Exercise data>
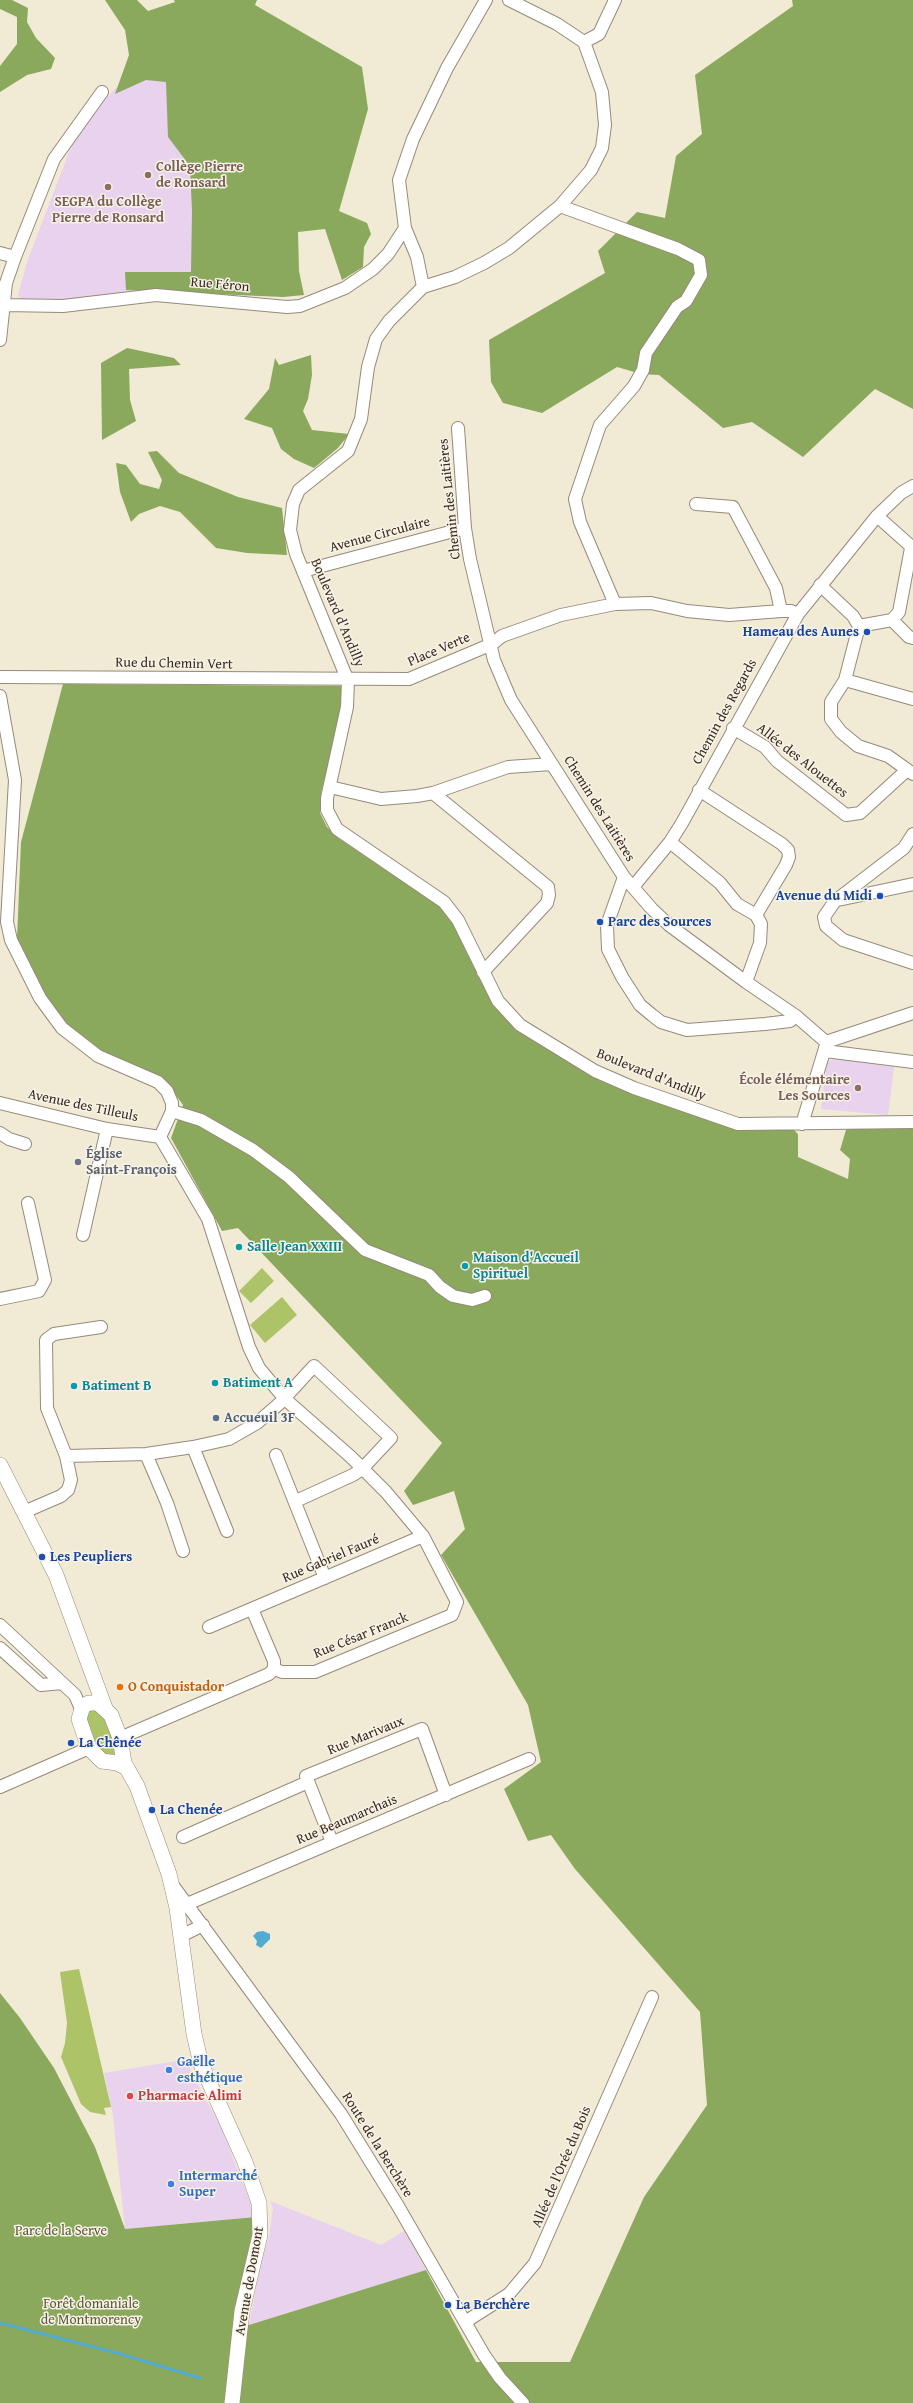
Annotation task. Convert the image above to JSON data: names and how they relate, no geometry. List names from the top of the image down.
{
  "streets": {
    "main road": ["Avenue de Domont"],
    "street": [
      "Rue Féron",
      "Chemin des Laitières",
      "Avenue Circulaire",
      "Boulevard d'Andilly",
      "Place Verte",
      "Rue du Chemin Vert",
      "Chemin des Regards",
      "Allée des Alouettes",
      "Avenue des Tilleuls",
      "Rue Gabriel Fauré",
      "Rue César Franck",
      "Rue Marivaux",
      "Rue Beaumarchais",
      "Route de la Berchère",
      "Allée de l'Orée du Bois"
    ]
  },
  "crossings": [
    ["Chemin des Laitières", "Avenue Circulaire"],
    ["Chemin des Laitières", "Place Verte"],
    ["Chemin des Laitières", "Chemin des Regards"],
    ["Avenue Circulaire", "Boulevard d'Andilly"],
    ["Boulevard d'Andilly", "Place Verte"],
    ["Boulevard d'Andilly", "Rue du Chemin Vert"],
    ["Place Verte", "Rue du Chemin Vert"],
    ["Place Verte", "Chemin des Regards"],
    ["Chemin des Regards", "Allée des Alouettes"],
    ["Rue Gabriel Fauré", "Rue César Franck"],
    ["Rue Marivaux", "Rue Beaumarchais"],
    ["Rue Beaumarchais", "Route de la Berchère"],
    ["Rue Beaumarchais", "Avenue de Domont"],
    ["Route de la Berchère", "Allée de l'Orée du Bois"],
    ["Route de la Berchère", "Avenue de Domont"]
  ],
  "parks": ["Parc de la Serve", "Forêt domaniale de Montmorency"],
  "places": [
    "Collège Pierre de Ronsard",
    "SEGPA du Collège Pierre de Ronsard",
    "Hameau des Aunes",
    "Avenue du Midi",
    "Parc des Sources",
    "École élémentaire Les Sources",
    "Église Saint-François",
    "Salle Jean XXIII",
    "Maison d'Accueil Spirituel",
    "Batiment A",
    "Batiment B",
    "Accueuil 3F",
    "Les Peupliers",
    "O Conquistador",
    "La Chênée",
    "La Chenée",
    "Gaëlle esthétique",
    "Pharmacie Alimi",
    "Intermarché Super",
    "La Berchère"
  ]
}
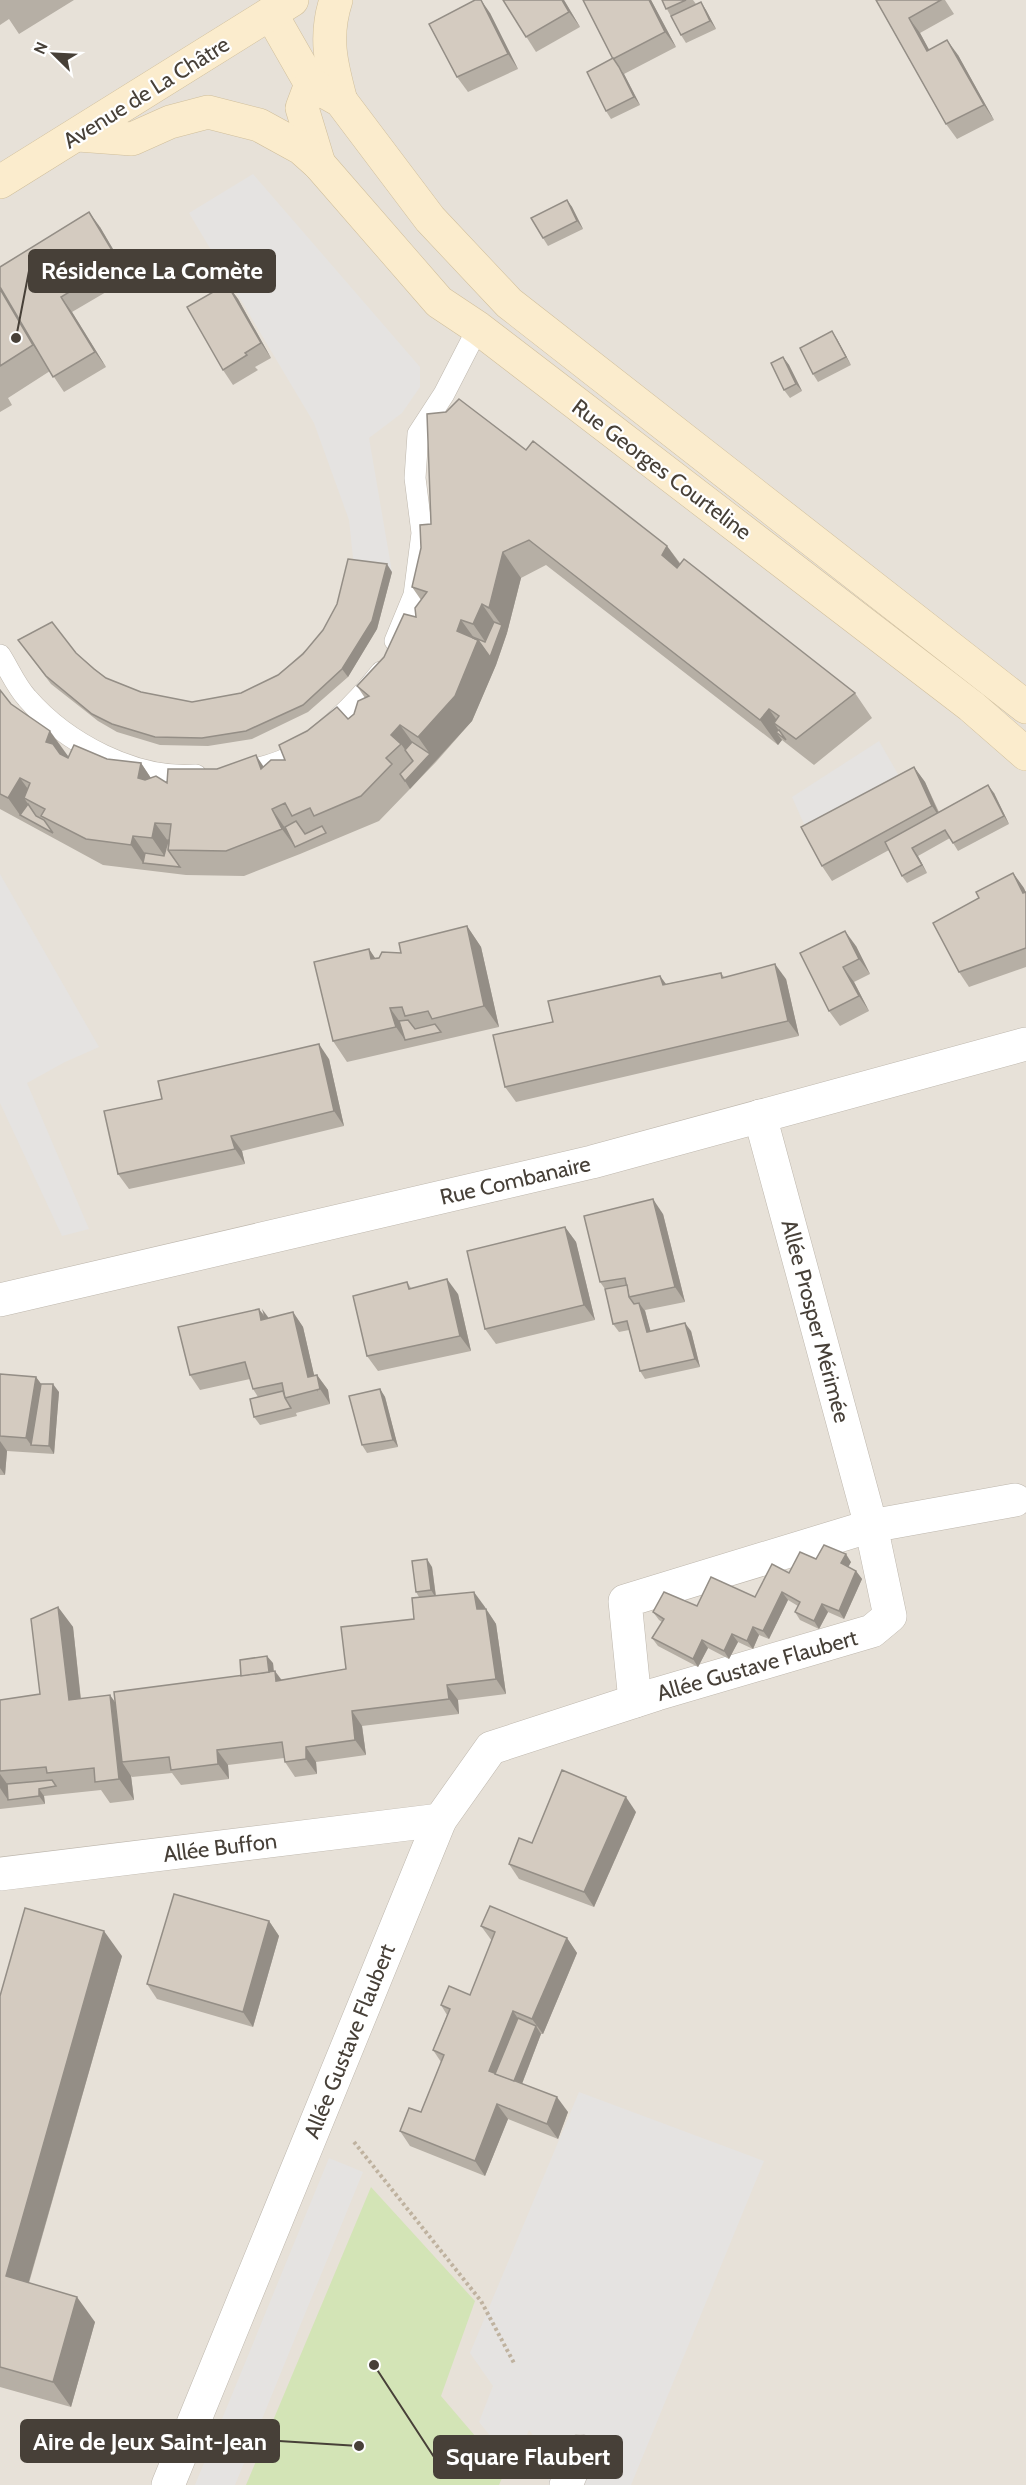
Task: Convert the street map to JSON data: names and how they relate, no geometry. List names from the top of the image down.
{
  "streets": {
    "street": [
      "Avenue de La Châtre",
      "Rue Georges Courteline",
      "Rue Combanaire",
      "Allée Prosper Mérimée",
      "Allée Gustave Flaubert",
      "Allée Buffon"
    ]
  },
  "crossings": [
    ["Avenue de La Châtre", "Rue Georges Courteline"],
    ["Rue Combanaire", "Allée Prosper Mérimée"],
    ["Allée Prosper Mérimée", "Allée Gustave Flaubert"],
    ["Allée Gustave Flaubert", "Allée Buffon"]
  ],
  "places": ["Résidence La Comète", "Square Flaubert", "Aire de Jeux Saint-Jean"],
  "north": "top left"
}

Task description>
Everything from the line containing "Task: Convert the" through the last line above should be copied exactly, please, with nothing added.

Task output>
Task: Convert the street map to JSON data: names and how they relate, no geometry. List names from the top of the image down.
{
  "streets": {
    "street": [
      "Avenue de La Châtre",
      "Rue Georges Courteline",
      "Rue Combanaire",
      "Allée Prosper Mérimée",
      "Allée Gustave Flaubert",
      "Allée Buffon"
    ]
  },
  "crossings": [
    ["Avenue de La Châtre", "Rue Georges Courteline"],
    ["Rue Combanaire", "Allée Prosper Mérimée"],
    ["Allée Prosper Mérimée", "Allée Gustave Flaubert"],
    ["Allée Gustave Flaubert", "Allée Buffon"]
  ],
  "places": ["Résidence La Comète", "Square Flaubert", "Aire de Jeux Saint-Jean"],
  "north": "top left"
}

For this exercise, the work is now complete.